**Problem details**
Extract, unchanged, every line from the top of the material below through the line with "position:absolute; left:933px; top:12px;", and no more.

======== Input

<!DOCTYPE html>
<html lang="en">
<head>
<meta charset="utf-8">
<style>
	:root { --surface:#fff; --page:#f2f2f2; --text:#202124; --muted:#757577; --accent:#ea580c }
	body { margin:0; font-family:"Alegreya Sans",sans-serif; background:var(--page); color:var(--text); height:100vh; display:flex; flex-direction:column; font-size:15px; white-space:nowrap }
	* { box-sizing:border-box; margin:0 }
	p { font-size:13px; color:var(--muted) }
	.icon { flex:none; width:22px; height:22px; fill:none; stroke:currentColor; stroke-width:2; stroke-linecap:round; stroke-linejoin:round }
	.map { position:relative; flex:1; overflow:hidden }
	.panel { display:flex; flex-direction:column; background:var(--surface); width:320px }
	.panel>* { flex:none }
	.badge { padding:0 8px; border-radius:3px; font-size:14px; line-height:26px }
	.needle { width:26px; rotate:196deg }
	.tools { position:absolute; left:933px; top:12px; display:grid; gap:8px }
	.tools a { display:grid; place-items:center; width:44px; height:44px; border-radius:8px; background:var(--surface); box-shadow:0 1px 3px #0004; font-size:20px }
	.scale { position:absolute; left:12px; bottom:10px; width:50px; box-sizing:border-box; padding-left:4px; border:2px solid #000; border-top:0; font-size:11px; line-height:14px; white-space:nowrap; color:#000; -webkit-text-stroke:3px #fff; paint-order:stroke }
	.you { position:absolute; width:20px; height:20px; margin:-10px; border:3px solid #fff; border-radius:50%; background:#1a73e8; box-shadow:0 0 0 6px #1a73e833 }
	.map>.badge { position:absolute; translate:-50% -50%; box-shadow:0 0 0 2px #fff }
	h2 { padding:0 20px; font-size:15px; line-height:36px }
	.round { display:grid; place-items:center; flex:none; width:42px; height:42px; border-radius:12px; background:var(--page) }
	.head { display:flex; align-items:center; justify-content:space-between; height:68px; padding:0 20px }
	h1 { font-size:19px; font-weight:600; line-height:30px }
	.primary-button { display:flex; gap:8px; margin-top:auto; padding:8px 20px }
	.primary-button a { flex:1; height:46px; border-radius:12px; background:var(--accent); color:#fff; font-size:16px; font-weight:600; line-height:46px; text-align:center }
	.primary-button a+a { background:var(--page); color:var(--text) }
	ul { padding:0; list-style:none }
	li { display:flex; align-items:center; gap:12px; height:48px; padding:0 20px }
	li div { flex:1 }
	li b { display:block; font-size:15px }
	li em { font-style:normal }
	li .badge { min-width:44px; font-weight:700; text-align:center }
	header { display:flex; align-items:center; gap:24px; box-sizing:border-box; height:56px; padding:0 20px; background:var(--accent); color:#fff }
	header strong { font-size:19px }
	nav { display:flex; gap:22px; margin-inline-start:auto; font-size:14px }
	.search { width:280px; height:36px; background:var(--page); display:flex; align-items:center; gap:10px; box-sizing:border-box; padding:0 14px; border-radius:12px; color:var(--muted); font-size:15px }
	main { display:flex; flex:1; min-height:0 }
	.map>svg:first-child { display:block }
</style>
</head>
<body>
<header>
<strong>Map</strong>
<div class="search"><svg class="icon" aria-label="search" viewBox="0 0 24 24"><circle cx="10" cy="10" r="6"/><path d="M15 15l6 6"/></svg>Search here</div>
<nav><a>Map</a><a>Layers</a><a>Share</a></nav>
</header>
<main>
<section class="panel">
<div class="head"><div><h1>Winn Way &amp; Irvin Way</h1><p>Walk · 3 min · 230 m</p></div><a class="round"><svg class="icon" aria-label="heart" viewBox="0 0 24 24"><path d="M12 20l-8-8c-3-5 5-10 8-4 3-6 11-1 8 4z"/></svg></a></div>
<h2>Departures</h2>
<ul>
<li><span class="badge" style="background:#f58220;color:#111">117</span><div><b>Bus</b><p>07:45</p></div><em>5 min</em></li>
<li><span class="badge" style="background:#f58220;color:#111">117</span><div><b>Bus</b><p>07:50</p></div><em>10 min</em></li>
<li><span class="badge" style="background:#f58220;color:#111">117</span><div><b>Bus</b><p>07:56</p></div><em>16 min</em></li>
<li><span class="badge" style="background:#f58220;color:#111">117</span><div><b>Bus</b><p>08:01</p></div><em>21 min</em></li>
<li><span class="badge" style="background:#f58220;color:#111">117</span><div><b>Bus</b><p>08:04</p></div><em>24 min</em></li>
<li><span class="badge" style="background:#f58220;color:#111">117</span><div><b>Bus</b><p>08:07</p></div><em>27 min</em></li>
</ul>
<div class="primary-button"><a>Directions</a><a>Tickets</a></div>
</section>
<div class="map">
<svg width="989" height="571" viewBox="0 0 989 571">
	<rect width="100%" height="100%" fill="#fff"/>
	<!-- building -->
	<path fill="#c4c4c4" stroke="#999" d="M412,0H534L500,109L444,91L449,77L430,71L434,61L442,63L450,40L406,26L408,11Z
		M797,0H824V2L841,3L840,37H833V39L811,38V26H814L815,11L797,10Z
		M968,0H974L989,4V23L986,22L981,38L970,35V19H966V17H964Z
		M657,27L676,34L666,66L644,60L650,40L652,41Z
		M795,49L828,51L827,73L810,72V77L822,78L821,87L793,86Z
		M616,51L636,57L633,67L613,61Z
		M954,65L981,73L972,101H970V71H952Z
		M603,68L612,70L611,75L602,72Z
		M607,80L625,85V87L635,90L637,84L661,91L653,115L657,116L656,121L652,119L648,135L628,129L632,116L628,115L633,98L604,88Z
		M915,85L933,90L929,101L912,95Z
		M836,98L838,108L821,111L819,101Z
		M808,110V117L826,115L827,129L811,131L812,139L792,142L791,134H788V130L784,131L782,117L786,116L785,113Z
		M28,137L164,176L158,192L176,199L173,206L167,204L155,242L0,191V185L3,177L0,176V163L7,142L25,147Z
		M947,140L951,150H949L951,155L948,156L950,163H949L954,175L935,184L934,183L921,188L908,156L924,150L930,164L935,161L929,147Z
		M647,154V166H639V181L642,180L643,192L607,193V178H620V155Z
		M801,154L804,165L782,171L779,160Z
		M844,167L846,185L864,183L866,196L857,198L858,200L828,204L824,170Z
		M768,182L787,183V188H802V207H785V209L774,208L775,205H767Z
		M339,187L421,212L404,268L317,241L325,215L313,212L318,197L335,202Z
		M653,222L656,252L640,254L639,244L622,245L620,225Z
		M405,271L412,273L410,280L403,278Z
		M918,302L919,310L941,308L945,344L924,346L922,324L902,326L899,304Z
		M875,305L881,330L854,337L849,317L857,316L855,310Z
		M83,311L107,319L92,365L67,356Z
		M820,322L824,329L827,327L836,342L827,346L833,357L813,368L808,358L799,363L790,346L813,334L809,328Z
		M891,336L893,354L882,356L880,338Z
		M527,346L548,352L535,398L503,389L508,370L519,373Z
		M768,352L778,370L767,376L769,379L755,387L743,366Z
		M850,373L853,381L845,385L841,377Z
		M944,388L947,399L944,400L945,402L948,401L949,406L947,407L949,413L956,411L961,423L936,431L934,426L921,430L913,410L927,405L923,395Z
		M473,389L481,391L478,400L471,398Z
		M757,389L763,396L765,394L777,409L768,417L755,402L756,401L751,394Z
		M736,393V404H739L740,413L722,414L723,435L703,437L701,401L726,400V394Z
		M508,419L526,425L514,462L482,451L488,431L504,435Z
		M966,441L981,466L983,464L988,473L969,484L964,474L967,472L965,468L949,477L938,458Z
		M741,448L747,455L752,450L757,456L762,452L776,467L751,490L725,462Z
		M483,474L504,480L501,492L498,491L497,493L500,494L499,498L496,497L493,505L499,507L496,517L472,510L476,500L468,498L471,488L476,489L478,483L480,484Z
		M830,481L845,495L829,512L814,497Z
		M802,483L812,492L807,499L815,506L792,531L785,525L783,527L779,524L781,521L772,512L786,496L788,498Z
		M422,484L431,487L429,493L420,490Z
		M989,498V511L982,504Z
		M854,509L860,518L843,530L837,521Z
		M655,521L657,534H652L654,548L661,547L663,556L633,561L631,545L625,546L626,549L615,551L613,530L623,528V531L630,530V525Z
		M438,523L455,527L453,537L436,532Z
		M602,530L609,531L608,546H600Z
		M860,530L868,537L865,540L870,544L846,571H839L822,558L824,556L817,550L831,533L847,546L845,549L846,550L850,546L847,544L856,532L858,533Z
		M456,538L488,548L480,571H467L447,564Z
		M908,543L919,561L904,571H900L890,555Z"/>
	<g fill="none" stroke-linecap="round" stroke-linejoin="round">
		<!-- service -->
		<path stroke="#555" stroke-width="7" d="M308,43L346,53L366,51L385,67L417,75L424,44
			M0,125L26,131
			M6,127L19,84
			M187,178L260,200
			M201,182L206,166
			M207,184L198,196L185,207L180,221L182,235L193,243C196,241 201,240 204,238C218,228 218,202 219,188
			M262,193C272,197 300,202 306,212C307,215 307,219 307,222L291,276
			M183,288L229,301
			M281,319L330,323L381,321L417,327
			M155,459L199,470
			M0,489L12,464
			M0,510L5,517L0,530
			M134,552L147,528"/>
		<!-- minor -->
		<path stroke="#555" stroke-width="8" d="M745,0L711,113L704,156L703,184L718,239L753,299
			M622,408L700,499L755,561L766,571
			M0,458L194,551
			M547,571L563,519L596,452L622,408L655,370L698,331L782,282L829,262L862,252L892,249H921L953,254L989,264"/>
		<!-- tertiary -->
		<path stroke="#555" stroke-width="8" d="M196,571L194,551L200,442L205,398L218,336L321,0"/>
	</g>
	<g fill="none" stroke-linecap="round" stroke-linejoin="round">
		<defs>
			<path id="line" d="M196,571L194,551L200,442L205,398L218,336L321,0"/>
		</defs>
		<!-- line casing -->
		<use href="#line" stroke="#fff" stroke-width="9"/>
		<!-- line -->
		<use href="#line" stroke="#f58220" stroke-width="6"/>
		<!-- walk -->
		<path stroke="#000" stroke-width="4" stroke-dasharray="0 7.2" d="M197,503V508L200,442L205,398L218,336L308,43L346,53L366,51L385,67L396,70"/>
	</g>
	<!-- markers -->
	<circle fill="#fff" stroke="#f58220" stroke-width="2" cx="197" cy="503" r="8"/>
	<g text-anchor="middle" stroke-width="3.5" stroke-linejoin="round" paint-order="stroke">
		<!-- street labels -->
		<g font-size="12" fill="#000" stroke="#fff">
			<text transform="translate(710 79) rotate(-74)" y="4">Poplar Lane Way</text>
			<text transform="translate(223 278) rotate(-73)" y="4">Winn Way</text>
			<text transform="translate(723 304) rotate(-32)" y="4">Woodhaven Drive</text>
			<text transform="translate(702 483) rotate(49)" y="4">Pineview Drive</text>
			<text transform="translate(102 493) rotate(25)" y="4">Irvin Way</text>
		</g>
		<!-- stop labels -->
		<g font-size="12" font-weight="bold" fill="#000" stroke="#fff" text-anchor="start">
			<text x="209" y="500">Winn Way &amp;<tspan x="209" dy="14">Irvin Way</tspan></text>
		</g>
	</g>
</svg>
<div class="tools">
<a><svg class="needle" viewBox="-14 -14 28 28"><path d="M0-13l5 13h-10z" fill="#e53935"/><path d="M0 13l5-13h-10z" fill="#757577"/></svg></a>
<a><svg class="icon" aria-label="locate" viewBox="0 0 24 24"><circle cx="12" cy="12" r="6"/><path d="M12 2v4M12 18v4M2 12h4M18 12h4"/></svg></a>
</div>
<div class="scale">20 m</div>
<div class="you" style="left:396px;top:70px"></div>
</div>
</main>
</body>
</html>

================

**Result for this task**
<!DOCTYPE html>
<html lang="en">
<head>
<meta charset="utf-8">
<style>
	:root { --surface:#fff; --page:#f2f2f2; --text:#202124; --muted:#757577; --accent:#ea580c }
	body { margin:0; font-family:"Alegreya Sans",sans-serif; background:var(--page); color:var(--text); height:100vh; display:flex; flex-direction:column; font-size:15px; white-space:nowrap }
	* { box-sizing:border-box; margin:0 }
	p { font-size:13px; color:var(--muted) }
	.icon { flex:none; width:22px; height:22px; fill:none; stroke:currentColor; stroke-width:2; stroke-linecap:round; stroke-linejoin:round }
	.map { position:relative; flex:1; overflow:hidden }
	.panel { display:flex; flex-direction:column; background:var(--surface); width:320px }
	.panel>* { flex:none }
	.badge { padding:0 8px; border-radius:3px; font-size:14px; line-height:26px }
	.needle { width:26px; rotate:196deg }
	.tools { position:absolute; left:933px; top:12px; display:grid; gap:8px }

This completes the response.